Je pensais à elle ces temps-ci, convaincue qu’elle n’existait plus, qu’elle était perdue ou qu’elle fut jetée au rebut. Ma fille l’avait en fait retrouvée en rangeant le grenier et elle la gardait précieusement. En la revoyant, c’est comme si une page d’enfance venait frapper à mon cœur.

Je suis touchée par son cadre en bois dans lequel elle est sertie et dont le contact est si agréable. Je suis aussi touchée par sa chiffonnette d’époque, attachée au bout d’un fil qui vient s’attacher dans le trou percé dans le cadre.

L‘ardoise permettait de s’entraîner, de faire des brouillons, de tracer des lignes de mots ou de chiffres pour obtenir l’assurance d’être prêt à les écrire dans le cahier. Je trouvais cette ardoise rassurante, car avec elle tout était éphémère : on pouvait d’un coup de chiffonnette effacer et repartir sur des bases nouvelles. Car, si l’écriture était effaçable, les fautes l’étaient tout autant. Si bien que cette mince plaque de couleur bleu anthracite m’apparaissait comme magique.

Simone Morgenthaler ©Hugo Cappa

Parfois, je l’essuyais à sec, et je soufflais sur elle pour déloger d’un recoin les traces de poudre laissées par la craie. Parfois, je l’essuyais avec un carré-éponge mouillé, pour une débarbouillette plus avancée.

En regardant la chiffonnette, je revois les mains de ma mère qui choisissent une chute de tissu. Ici il s’agit des restes d’une robe-tablier à carreau que j’aimais porter. J’entends aussi la musique de sa machine à coudre à pédalier pour coudre solidement cette chiffonnette, avec plusieurs passages en diagonales, pour solidifier cette manique qui aura tant à effacer. L’ardoise est une roche naturelle qui se dit de Schìffer en alsacien. L’ardoise à glisser dans le cartable se nomme d’Schìffertàfel. Le crayon d’ardoise avec lequel nous écrivions sur cette ardoise s’appelle de Grìffel. Nous l’appelions parfois Melichgrìffel, c’est-à-dire « mine de lait », lorsqu’il était de texture tendre. Lorsqu’il était de texture dure, il y avait plus de risques de le faire crisser lorsqu’il glissait sur l’ardoise. Et le son désagréable faisait mal aux oreilles.

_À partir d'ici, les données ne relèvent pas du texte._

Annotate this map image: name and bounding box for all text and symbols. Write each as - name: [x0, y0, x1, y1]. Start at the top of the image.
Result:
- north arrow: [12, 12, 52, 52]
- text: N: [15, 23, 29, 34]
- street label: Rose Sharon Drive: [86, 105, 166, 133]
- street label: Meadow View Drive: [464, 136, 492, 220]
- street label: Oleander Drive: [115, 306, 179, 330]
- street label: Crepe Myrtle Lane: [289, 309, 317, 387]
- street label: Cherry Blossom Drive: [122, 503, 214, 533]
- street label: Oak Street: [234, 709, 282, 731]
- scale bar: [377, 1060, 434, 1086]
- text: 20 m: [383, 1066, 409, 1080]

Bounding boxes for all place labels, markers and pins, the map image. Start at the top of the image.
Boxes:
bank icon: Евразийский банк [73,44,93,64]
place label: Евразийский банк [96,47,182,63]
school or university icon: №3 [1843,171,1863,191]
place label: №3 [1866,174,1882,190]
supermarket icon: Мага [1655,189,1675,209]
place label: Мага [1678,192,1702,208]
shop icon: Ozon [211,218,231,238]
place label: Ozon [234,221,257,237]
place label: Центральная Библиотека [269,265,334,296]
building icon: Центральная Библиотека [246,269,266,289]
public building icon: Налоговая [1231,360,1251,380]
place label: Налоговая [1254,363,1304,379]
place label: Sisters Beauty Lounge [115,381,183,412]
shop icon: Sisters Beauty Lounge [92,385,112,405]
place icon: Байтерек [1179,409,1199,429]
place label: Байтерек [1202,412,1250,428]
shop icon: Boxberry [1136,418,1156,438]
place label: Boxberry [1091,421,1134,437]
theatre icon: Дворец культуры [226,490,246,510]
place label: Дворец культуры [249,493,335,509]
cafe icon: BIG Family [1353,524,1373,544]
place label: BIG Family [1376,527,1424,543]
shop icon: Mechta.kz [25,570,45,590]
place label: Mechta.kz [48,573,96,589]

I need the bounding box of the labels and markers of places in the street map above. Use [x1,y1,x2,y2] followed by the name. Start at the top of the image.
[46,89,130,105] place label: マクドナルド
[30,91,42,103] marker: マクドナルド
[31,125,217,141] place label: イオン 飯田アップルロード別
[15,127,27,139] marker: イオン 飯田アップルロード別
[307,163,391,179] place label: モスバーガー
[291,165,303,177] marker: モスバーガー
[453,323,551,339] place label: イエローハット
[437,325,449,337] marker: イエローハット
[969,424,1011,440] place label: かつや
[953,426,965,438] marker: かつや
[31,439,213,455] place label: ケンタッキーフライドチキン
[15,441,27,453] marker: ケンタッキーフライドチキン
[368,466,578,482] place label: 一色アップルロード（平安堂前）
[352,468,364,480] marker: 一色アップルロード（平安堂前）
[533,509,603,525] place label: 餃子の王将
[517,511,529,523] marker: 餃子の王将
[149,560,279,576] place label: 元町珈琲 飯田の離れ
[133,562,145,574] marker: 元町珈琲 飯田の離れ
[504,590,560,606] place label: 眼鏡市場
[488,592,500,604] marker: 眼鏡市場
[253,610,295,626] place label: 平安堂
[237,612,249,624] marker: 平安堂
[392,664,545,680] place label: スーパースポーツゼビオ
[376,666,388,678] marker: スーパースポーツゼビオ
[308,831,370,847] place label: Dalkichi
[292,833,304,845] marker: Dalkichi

Il y avait dans la salle de classe, le grand tableau en ardoise où l’on se rendait, souvent le cœur battant, car il fallait écrire devant la classe, voir la mer impressionnante de visages qui vous fixent. Il arrivait que la craie crisse et donne la chair de poule, qu’elle se casse en morceaux. Il fallait alors se baisser, sous les rires des écoliers, pour les ramasser.

L’ardoise sert aussi à couvrir les toits, notamment en Bretagne, en Touraine et en Savoie. Cette couverture en schiste, appréciée pour sa solidité, résiste de 70 à 300 ans. Mais elle n’a pas sa place sur les toits d’Alsace où la tuile traditionnelle est en terre cuite avec cette forme typée de queue de castor (dite Biiwerschwànz) qui rend nos toits traditionnels si joliment dentelés.

L’ardoise me rappelle aussi les marches d’été dans les Alpes, vers le col de Balme via des ardoisières. Quel plaisir de pique-niquer sur ces espaces de débris bleuâtres et cliquetants ! Ainsi déchiquetés, ils révèlent le côté mille-feuille du schiste. On peut à l’aide d’un fragment dessiner sur un autre et abandonner sur place, pour le promeneur suivant, ces dessins improvisés.

Pour en revenir à l’ardoise d’école, celle-ci existe encore, mais elle est en plastique. Par là même, elle a un seul avantage sur l’authentique : elle est incassable.

Je vous souhaite une belle rentrée et une bonne année scolaire. Réjouissez-vous d’apprendre, toujours et encore.
Car, comme le dit ce dicton alsacien :
jamais un érudit n’est tombé du ciel.
Es ìsch noch nie kenn Gelehrter vom Hìmmel g’fàlle.